## Goal of the exercise
Take each line below that has "limit" and copy it.

Data items
>>>

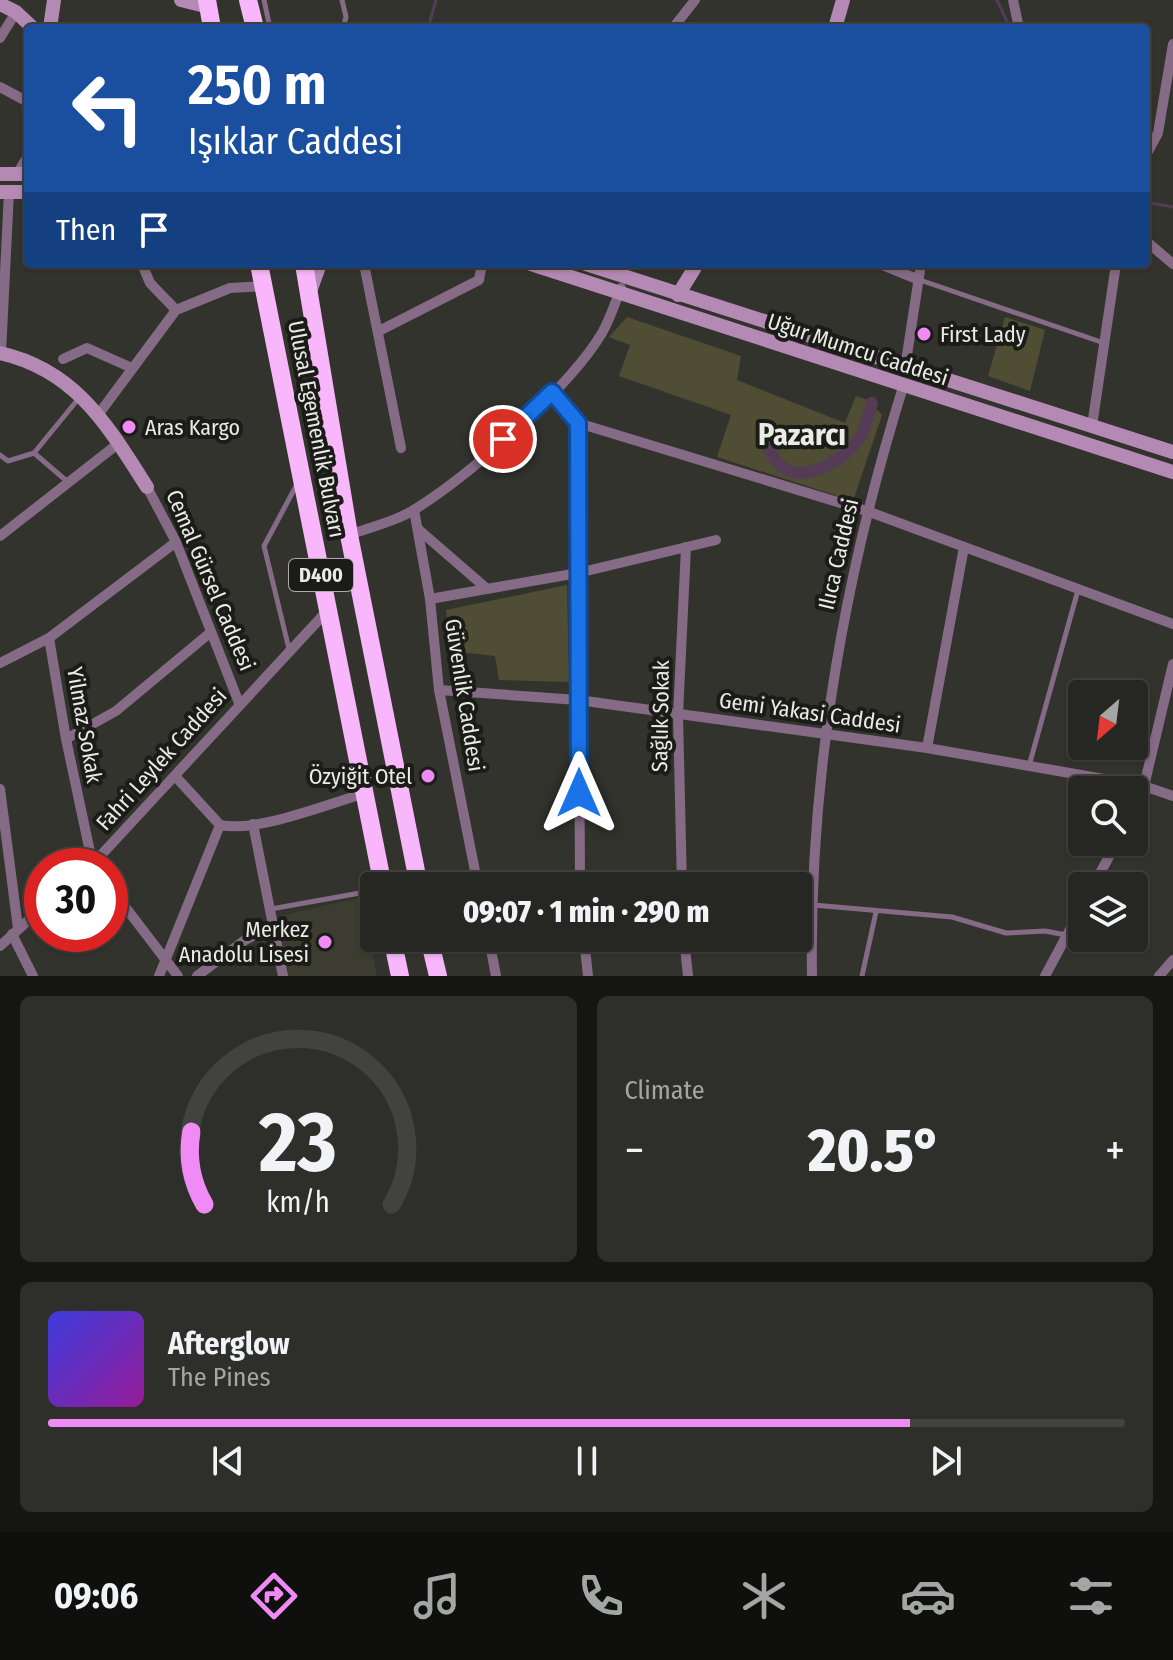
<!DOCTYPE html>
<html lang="en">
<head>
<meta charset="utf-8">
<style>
	:root { --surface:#262622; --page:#2e2e2a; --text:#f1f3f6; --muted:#a4a5a5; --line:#424340; --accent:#f08bf5 }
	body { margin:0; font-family:"Fira Sans Condensed",sans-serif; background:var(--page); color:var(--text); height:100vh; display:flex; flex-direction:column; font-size:30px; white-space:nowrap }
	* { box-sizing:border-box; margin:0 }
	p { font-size:26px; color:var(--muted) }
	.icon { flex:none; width:44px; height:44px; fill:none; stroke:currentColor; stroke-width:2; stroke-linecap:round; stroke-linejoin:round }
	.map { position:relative; height:976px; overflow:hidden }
	.side { display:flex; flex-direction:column; gap:20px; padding:20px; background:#151513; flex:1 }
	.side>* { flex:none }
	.banner { position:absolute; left:24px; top:24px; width:1126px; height:244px; border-radius:8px; box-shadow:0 2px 6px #0004,0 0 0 2px var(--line); background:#1a4fa0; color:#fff; overflow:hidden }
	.needle { width:52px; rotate:208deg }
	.buttons { position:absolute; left:1068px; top:680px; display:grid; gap:16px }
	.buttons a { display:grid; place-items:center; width:80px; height:80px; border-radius:8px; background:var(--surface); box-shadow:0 2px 6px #0004,0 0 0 2px var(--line); font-size:40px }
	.speed { position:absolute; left:24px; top:848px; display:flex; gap:16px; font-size:40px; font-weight:700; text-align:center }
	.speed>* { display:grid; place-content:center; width:104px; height:104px; border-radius:50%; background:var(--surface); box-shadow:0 2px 6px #0004,0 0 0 2px var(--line); line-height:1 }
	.speed .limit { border:12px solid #d22; background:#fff; color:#111 }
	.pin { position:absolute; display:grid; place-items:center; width:68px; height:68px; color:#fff; margin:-34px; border:4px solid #fff; border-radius:50%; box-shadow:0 2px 8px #0007 }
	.me { position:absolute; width:88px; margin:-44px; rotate:0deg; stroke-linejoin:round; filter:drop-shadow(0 0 6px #0008) }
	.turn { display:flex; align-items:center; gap:28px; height:168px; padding:0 32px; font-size:36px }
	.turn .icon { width:104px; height:104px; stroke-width:2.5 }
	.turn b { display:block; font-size:56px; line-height:68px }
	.then { display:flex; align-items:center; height:76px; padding:0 32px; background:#0003; gap:16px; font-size:30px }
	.big { font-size:60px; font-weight:800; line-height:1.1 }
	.side .widget { flex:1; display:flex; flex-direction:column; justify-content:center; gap:12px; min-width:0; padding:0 28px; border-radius:12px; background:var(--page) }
	.side .dial { align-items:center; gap:0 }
	.dial svg { height:208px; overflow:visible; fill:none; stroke:var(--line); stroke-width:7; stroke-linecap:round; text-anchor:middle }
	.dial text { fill:var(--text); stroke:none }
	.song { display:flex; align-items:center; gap:24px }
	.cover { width:96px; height:96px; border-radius:12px; background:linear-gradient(135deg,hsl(240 70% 55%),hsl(300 70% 35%)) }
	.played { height:8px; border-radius:4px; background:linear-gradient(90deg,var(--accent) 80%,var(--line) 80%) }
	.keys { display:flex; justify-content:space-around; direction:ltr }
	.heat { display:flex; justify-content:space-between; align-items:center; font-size:44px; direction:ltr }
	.side .tiles { flex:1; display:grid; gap:20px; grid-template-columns:1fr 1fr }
	.widget:last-child { grid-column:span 2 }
	.trip { position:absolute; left:360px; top:872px; width:452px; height:80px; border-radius:8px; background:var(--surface); box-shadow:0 2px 6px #0004,0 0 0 2px var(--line); font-weight:800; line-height:80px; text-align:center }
	.tabs { display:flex; height:128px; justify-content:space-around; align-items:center; background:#0f0f0e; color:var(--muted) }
	.tabs .icon { width:56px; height:56px }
	.tabs .active { color:var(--accent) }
	.tabs b { font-size:36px; color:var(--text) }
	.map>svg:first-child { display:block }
</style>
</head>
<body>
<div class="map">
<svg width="1173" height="976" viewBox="0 0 1173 976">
	<rect width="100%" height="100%" fill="#33332e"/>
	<polygon fill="#3c3c30" points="363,897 377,976 287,976 275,917"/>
	<g fill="#4f4d34">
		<polygon points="627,317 741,356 737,380 845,423 856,396 868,400 882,415 853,501 717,457 731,415 619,376 630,345 609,337"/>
		<polygon points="1005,317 1045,330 1030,391 988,376"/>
		<polygon points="567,585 569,682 499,680 495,656 451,651 446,610"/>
	</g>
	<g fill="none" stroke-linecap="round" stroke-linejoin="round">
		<g stroke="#553c56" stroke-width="3">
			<polyline points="997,0 1010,28"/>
			<polyline points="428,28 436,0"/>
			<polyline points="1146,202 1173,207"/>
		</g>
		<path stroke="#553c56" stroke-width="12" d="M 767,445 C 772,455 777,465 787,470 C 809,481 847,457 859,439 C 866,429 868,414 872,403"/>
		<g stroke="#856b86" stroke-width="5">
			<polyline points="264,0 270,28"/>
			<polyline points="342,0 346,17 343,28"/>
			<polyline points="920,280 1104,343"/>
			<polyline points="34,453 79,398"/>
			<polyline points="0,455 8,461 34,453 69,483"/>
			<polyline points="289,649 264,546 296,486"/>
			<polyline points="1029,766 1078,590"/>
			<polyline points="813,905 952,917 1006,933 1045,931 1066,935"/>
			<polyline points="271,909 360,893"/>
			<polyline points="862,976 876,912"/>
		</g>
		<g stroke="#856b86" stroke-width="10">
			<polyline points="1013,0 1019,28"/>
			<polyline points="673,28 695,0"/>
			<polyline points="0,38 16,12"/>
			<polyline points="0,87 28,102"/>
			<polyline points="1146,155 1158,133 1173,44"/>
			<polyline points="17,174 28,156"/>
			<polyline points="1146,241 1173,264"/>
			<polyline points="142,264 150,283 176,310"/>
			<polyline points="364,264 401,448"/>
			<polyline points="880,264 917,279"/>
			<polyline points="379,331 479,280 482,264"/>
			<polyline points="1,353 9,192"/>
			<polyline points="63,359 87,348 132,368"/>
			<polyline points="905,368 921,264"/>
			<polyline points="552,392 578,423 580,886"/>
			<polyline points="98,415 176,310 230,288 264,286"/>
			<polyline points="578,423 867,511 1173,624"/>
			<polyline points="1092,426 1116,264"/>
			<polyline points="147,487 176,542 239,703"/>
			<polyline points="414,510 430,599 439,690 478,886"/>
			<polyline points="418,529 486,588"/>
			<path d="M 349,535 C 371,527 397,521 417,508 C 471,474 570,387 602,333 C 610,319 615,303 621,288"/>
			<polyline points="0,536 119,443"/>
			<polyline points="430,599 578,573 716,540"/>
			<polyline points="49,638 66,739 93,866"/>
			<polyline points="0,663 49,638 176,542"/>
			<polyline points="439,690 578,700 927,748 1144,786 1173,796"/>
			<polyline points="66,739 116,711 211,632"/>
			<polyline points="927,748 964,547"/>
			<polyline points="176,777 220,825"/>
			<polyline points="0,789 18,928"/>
			<polyline points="1134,808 1144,786 1173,664"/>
			<polyline points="253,824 283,976"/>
			<path d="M 220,825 C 257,833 327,804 366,793"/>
			<polyline points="91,866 328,610"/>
			<polyline points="682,886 678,715 686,547"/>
			<polyline points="1093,886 1117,842"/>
			<polyline points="110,887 178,976"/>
			<polyline points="798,929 811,929"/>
			<polyline points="12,934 33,976"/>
			<polyline points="584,938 588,976"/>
			<polyline points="684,938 688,976"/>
			<polyline points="489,939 496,976"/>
			<polyline points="490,944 543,938"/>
			<polyline points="0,946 42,908"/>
			<polyline points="159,976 220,825"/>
			<polyline points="197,976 245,940 273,926"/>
			<path d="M 812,976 C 809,776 844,577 903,387"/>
			<polyline points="1045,976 1082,907"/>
			<polyline points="1159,976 1173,960"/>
		</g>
		<g stroke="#b48ab5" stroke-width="14">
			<polyline points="181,0 209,7"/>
			<polyline points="0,4 16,12 33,28"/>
			<polyline points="50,28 54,0"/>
			<polyline points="835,28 843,0"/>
			<polyline points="0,174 28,174"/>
			<polyline points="0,192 28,192"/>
			<polyline points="531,264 1173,472"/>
			<polyline points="586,264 1173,452"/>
			<polyline points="311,289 320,264"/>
			<polyline points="678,295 697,264"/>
			<path d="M 0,353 C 76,370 108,426 147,487"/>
		</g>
		<g stroke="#f7b7fa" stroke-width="18">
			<polyline points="207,0 212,28"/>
			<polyline points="248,0 255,28"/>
			<polyline points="259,264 383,886"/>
			<polyline points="304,264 349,535 419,886"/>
			<polyline points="392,938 400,976"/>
			<polyline points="429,938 438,976"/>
		</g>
	</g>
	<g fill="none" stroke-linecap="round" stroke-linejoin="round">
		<g stroke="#114b97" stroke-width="20">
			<polyline id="route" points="503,439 552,392 578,423 579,793"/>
		</g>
		<use href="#route" stroke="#1a73e8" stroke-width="14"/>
	</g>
	<g fill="#f08bf5" stroke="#1b1b18" stroke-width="3">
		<circle cx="924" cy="334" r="8"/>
		<circle cx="129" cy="427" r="8"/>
		<circle cx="428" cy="776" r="8"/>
		<circle cx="325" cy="942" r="8"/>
	</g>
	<g text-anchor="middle" stroke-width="8" stroke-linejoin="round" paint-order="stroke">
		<rect fill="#1b1b18" stroke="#acaca9" stroke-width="2" x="289" y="559" width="64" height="32" rx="6"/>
		<g font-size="20" font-weight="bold" fill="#eaeae7">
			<text x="321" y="582">D400</text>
		</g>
		<g font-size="22" fill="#eaeae7" stroke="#1b1b18" text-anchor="start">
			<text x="940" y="342">First Lady</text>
			<text x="145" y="435">Aras Kargo</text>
			<text x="412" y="784" text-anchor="end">Özyiğit Otel</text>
			<text x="309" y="937" text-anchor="end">Merkez<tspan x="309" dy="25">Anadolu Lisesi</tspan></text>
		</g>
		<g font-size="22" fill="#eaeae7" stroke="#1b1b18">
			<text transform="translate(858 349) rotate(18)" y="8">Uğur Mumcu Caddesi</text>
			<text transform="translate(317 429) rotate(79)" y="8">Ulusal Egemenlik Bulvarı</text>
			<text transform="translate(838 554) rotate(-77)" y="8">Ilıca Caddesi</text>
			<text transform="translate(211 580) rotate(67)" y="8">Cemal Gürsel Caddesi</text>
			<text transform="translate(465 695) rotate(81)" y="8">Güvenlik Caddesi</text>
			<text transform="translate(810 712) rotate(8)" y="8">Gemi Yakasi Caddesi</text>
			<text transform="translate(660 716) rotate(-89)" y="8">Sağlık Sokak</text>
			<text transform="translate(85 725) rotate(80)" y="8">Yilmaz Sokak</text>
			<text transform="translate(161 759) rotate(-48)" y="8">Fahri Leylek Caddesi</text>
		</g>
		<g font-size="30" font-weight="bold" fill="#eaeae7" stroke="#1b1b18">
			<text x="802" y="445">Pazarcı</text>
		</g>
	</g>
</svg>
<div class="buttons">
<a><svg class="needle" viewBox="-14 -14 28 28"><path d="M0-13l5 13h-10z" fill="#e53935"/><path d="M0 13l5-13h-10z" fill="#a4a5a5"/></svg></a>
<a><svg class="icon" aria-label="search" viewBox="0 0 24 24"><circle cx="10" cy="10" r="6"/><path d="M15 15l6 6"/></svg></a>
<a><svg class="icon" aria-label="layers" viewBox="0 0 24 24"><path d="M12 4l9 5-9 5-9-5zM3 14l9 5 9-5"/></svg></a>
</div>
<div class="speed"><div class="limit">30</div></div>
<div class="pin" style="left:503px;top:439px;background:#d93025"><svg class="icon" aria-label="arrive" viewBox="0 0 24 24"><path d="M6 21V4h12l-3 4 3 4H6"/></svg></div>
<svg class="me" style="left:579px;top:793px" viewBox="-20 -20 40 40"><path d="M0-17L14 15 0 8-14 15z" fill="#1a73e8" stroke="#fff" stroke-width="4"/></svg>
<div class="trip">09:07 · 1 min · 290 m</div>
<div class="banner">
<div class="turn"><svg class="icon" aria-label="left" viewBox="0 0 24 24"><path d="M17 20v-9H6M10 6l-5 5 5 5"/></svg><div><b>250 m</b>Işıklar Caddesi</div></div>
<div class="then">Then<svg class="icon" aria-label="arrive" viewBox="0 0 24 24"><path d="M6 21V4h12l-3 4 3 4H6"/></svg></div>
</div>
</div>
<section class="side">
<div class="tiles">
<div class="widget dial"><svg viewBox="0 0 100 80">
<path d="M14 69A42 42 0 1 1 86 69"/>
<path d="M14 69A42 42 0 0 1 9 41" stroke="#f08bf5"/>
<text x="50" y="56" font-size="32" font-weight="700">23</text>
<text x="50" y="72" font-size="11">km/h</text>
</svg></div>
<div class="widget"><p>Climate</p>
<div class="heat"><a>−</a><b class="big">20.5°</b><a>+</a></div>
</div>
<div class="widget">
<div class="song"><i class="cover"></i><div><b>Afterglow</b><p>The Pines</p></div></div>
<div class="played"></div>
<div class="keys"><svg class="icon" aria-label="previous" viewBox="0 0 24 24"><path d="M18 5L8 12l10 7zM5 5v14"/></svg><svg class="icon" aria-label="pause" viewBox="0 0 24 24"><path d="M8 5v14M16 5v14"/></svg><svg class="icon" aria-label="next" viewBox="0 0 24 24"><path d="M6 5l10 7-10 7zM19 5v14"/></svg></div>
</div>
</div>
</section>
<nav class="tabs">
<b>09:06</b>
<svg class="icon active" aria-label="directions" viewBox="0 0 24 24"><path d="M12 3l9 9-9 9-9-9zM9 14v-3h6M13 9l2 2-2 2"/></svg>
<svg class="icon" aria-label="music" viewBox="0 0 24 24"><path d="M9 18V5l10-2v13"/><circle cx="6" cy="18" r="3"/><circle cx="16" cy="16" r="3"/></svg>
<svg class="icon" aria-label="phone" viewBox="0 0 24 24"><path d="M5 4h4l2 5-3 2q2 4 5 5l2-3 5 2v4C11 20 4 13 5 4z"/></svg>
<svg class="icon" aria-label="climate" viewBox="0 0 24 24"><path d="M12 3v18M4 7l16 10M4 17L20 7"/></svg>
<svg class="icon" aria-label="car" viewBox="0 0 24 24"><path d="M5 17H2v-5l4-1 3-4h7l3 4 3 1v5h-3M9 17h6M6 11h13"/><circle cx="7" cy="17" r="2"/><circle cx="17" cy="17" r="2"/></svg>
<svg class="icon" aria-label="filters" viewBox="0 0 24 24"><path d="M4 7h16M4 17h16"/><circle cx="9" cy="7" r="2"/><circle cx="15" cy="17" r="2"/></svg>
</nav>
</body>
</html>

<<<

## Problem solution
	.speed .limit { border:12px solid #d22; background:#fff; color:#111 }
<div class="speed"><div class="limit">30</div></div>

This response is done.